Un petit coup de gueule subjectif de la manif du 08 mars à Toulouse

Début d’aprèm, on décide d’aller faire un débriefing d’action entre copainEs. Entre le couscous et le guacamole on jette un coup d’œil sur la composition de la manif : Cortège de tête non-mixte.

Bon ok. Bonjour le défilé folklorique de féministes en carton. On y va quand même. Un peu contrer ces organisations institutionnelles qui insensibilisent ou renient ne fera pas de mal.

Sur leur pseudo mixité-choisie (car non, nous définir par un petit astérisque en bas de la page nous donne plutôt l’impression d’être des gens de 2nde zone) je ne vais pas rebondir, il y a déjà un article sur la feminiteuf.

Avec le sentiment qu’on pourra quand même faire quelque chose de chouette de cette manif on bouge direction Capitole.

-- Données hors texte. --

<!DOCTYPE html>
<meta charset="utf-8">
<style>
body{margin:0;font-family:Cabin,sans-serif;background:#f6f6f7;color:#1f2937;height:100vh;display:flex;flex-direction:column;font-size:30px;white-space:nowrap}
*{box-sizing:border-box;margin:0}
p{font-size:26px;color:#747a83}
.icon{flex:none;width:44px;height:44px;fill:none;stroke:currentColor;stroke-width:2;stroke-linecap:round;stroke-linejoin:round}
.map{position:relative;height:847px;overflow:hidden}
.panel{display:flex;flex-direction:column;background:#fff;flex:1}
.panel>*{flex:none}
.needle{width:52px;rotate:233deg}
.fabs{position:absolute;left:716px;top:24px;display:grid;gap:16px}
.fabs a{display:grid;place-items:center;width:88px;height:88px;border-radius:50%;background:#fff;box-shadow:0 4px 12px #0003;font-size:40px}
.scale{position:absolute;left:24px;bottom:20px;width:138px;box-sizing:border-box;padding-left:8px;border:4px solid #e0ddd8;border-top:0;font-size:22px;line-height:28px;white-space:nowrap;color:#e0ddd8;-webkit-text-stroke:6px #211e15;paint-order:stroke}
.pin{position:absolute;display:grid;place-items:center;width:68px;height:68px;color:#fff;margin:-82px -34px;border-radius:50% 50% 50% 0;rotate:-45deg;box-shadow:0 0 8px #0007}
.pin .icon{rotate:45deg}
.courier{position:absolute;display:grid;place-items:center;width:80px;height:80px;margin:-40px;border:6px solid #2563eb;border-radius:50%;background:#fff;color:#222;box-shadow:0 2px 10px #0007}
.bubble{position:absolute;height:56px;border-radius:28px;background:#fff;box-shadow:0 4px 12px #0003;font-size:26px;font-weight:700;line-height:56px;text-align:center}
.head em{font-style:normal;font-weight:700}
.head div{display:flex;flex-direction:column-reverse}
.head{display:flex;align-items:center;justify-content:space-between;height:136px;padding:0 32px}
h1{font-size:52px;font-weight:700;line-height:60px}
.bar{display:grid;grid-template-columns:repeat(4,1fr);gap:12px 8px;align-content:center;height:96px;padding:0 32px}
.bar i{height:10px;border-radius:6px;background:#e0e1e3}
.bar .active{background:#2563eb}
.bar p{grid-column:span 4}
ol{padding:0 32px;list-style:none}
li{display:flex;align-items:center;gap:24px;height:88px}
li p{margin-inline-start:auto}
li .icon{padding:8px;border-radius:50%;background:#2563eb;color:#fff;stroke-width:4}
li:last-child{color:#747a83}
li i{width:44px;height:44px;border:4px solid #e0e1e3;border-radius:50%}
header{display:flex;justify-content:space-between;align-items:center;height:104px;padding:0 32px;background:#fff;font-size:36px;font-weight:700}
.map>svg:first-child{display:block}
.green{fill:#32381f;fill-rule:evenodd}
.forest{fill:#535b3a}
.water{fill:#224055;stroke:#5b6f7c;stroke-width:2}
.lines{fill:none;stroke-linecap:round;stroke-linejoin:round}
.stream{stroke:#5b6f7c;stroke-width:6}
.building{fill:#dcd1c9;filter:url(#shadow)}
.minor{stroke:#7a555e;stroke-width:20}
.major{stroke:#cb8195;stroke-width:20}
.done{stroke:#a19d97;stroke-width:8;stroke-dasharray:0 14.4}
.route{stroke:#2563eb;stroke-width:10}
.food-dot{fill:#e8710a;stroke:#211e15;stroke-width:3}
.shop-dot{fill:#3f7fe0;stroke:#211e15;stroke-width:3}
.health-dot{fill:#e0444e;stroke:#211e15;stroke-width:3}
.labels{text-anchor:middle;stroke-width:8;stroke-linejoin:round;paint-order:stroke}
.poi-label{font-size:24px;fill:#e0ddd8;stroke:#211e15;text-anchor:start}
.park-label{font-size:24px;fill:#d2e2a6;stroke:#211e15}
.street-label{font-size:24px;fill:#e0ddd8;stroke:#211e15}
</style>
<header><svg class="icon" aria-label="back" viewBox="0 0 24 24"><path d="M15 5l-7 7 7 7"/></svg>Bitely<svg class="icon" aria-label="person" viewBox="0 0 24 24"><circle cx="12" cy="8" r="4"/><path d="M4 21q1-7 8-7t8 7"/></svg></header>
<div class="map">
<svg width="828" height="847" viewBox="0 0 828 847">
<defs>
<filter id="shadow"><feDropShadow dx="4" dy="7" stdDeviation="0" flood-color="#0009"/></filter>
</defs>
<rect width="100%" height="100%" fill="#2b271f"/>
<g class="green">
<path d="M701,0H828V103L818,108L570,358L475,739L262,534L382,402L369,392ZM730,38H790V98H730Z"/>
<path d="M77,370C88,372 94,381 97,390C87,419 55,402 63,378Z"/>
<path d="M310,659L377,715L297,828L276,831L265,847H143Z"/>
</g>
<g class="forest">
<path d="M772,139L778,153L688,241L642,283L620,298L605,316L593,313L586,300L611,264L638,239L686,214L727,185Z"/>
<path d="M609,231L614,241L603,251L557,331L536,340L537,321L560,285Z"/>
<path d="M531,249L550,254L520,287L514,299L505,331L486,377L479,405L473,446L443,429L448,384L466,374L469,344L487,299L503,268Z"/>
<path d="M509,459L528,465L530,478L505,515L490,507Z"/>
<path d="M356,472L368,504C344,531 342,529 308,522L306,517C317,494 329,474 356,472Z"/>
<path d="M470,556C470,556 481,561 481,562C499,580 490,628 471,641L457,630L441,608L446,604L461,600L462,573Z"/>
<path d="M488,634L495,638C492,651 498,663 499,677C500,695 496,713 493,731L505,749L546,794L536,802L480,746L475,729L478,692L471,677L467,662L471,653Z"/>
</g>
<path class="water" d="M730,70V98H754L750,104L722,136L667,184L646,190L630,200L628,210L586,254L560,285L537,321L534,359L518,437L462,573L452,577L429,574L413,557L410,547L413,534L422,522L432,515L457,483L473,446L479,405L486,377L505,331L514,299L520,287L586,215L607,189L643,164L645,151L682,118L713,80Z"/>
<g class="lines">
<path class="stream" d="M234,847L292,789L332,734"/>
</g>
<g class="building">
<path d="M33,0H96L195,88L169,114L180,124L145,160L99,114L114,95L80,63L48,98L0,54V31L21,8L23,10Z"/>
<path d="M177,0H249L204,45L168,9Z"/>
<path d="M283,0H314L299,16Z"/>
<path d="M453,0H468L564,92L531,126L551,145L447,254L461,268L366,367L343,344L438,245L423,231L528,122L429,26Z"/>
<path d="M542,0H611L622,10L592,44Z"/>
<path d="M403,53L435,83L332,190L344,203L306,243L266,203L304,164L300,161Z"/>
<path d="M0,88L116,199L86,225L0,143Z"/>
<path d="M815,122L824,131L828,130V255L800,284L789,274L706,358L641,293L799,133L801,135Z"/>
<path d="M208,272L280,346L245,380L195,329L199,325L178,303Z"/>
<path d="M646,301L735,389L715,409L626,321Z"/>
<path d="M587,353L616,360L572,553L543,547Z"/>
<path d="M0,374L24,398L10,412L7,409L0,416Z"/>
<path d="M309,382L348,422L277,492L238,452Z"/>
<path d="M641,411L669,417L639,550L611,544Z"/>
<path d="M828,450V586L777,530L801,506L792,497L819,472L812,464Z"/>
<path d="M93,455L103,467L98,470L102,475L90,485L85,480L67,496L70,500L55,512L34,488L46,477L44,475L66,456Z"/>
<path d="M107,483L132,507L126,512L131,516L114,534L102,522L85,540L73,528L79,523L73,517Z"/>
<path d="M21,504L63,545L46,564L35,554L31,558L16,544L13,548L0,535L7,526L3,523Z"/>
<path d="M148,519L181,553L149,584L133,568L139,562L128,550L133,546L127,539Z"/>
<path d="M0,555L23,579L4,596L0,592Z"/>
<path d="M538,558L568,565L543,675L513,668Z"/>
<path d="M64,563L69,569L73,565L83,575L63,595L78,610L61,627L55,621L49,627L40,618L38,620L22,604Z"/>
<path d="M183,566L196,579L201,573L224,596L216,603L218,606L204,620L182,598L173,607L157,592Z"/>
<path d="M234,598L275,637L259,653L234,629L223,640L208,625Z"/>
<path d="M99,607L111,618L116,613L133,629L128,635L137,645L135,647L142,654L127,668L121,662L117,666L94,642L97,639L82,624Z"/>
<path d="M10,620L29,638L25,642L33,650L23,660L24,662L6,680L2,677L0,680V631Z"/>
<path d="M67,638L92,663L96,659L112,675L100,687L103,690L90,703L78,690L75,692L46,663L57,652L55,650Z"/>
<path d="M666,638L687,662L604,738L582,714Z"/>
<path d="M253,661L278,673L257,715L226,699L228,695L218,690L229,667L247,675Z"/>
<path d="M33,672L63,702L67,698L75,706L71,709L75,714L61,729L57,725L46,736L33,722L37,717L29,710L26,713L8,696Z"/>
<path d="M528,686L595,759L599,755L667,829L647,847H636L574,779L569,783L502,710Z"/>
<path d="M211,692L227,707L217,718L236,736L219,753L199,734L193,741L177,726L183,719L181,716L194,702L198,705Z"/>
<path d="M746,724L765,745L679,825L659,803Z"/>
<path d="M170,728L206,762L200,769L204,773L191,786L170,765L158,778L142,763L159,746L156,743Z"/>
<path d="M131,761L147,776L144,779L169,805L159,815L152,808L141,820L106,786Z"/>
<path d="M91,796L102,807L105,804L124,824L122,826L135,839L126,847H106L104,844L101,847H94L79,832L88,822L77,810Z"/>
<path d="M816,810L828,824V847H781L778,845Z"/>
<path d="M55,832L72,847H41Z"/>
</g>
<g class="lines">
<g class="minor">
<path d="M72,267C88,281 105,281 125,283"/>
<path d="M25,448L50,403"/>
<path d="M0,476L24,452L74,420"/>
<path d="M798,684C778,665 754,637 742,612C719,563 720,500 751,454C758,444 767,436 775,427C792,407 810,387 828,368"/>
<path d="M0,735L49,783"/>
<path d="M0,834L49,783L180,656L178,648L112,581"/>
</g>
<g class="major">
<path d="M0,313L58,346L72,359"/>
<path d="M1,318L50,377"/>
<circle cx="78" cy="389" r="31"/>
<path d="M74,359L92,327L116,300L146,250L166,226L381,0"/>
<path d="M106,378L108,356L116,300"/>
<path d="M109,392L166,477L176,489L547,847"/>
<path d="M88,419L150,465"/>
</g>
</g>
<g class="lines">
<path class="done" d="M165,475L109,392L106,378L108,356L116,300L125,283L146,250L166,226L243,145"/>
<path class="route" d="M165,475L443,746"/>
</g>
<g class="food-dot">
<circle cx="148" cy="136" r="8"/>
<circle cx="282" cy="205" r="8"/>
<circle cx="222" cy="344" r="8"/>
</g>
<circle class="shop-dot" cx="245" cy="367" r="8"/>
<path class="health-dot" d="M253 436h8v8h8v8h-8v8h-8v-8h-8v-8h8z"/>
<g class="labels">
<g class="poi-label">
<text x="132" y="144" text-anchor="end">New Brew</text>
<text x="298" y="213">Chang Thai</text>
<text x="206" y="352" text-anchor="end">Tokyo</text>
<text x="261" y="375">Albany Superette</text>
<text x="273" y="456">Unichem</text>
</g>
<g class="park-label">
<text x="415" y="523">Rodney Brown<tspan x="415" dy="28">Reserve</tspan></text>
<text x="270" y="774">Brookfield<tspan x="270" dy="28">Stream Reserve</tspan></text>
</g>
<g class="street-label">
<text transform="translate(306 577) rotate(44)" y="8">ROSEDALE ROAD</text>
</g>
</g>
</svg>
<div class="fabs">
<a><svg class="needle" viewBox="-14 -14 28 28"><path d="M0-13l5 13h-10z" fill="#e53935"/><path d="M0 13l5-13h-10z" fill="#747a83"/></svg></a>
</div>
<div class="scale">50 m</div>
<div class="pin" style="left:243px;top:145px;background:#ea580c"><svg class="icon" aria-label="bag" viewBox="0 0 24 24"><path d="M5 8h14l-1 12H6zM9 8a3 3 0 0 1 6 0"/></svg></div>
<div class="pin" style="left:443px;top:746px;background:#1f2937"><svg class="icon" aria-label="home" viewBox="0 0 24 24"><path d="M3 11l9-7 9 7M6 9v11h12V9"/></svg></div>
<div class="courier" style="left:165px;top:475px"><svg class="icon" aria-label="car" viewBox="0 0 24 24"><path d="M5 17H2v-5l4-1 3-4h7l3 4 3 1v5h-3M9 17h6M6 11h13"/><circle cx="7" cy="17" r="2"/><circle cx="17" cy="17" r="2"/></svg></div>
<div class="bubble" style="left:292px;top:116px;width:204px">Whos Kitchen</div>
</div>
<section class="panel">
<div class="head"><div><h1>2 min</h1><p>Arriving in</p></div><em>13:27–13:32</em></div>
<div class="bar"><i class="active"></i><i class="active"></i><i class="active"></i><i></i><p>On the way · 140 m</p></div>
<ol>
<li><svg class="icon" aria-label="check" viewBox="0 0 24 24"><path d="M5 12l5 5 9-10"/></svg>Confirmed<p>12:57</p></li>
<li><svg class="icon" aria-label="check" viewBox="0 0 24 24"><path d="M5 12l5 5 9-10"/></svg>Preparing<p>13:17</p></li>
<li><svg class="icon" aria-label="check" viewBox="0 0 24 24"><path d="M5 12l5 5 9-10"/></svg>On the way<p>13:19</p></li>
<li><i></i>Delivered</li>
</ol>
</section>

Mais notre bonne humeur est vite remballée par les remarques toujours pertinentes de la BAC.

ArrivéEs, on commence a marcher. Les discours sur nos petits tags s’en suivent : “il faut des lois pour réguler la prostitution”, “il faut plus de caméras contre le viol” et d’autres blabla.

Tu auras compris : remballe ta colère légitime et ta “radicalité”, il faut pas cliver les “femmes” entre elles, il faut qu’elles soient toutes unies, comme dans les contes de fées. C’est une marche de “bonnes femmes uniformes” qui se rassemble, on reste à la place qu’on nous accorde. Victimes et symboles de paix…

On a envie de gueuler à toutEs celleux qui nous ont dis de me détendre : ON EN A MARRE !! ON A ENVIE DE NOUS DEFENDRE. On est la pour crier notre rage, notre haine contre cette répression qu’on connaît jusque dans nos désirs, dans nos maisons, dans notre famille, dans notre groupe de potes, avec des militants, dans la rue, dans notre corps, dans la définition qu’on nous colle avant même de savoir qui on est.

Pendant ce même instant il y a les caméras qui commencent a sortir. Je pense qu’il faut qu’on parle de la PRISE DE PHOTO, particulièrement remarquable pendant cette manif. Littéralement du début jusqu’à la fin :

Les citoyens-flics représentent un spécimen de plus en plus présent dans les manifs, illes guettent tout sur leur passage. CachéEs derrière leur objectif , illes pratiquent un voyeurisme médiatique plutôt dangereux. Tout cela avec une admiration gênante, réductrice et fausses, de ; ” waouh ces féministes sont trop fortes et belles quoi ! ” Enfin bref, agaçant quand te battre avec eux devient systématique.

On arrive a la préfecture. Illes marchent a cote de nous, celleux qui nous renvoient l’image d’un patriarcat écrasant, humiliant et cruel. Celleux qui sont fierEs de montrer leur force, leur pouvoir, nous insultent, nous menacent , nous harcèlent , nous contrôlent , nous instrumentalisent , nous mettent en taule.

Et même pas un petit “police nationale, police patriarcale” collectif…?

ArrivéEs a François verdier tout le monde se disperse. C’est la fin.

Les “femmes gentilles et vertueuses” ont pu défiler sagement sous les clic-clic d’appareils sur un air de zumba.

Ce texte ne prétend pas d’ être objectif, loin de là, ni de créer consensus, mais il veut être un partage de notre vécu et peut-être une piste de réflexion vers une déconstruction plus radicale dans nos manifs, dans notre vie et dans nos discours.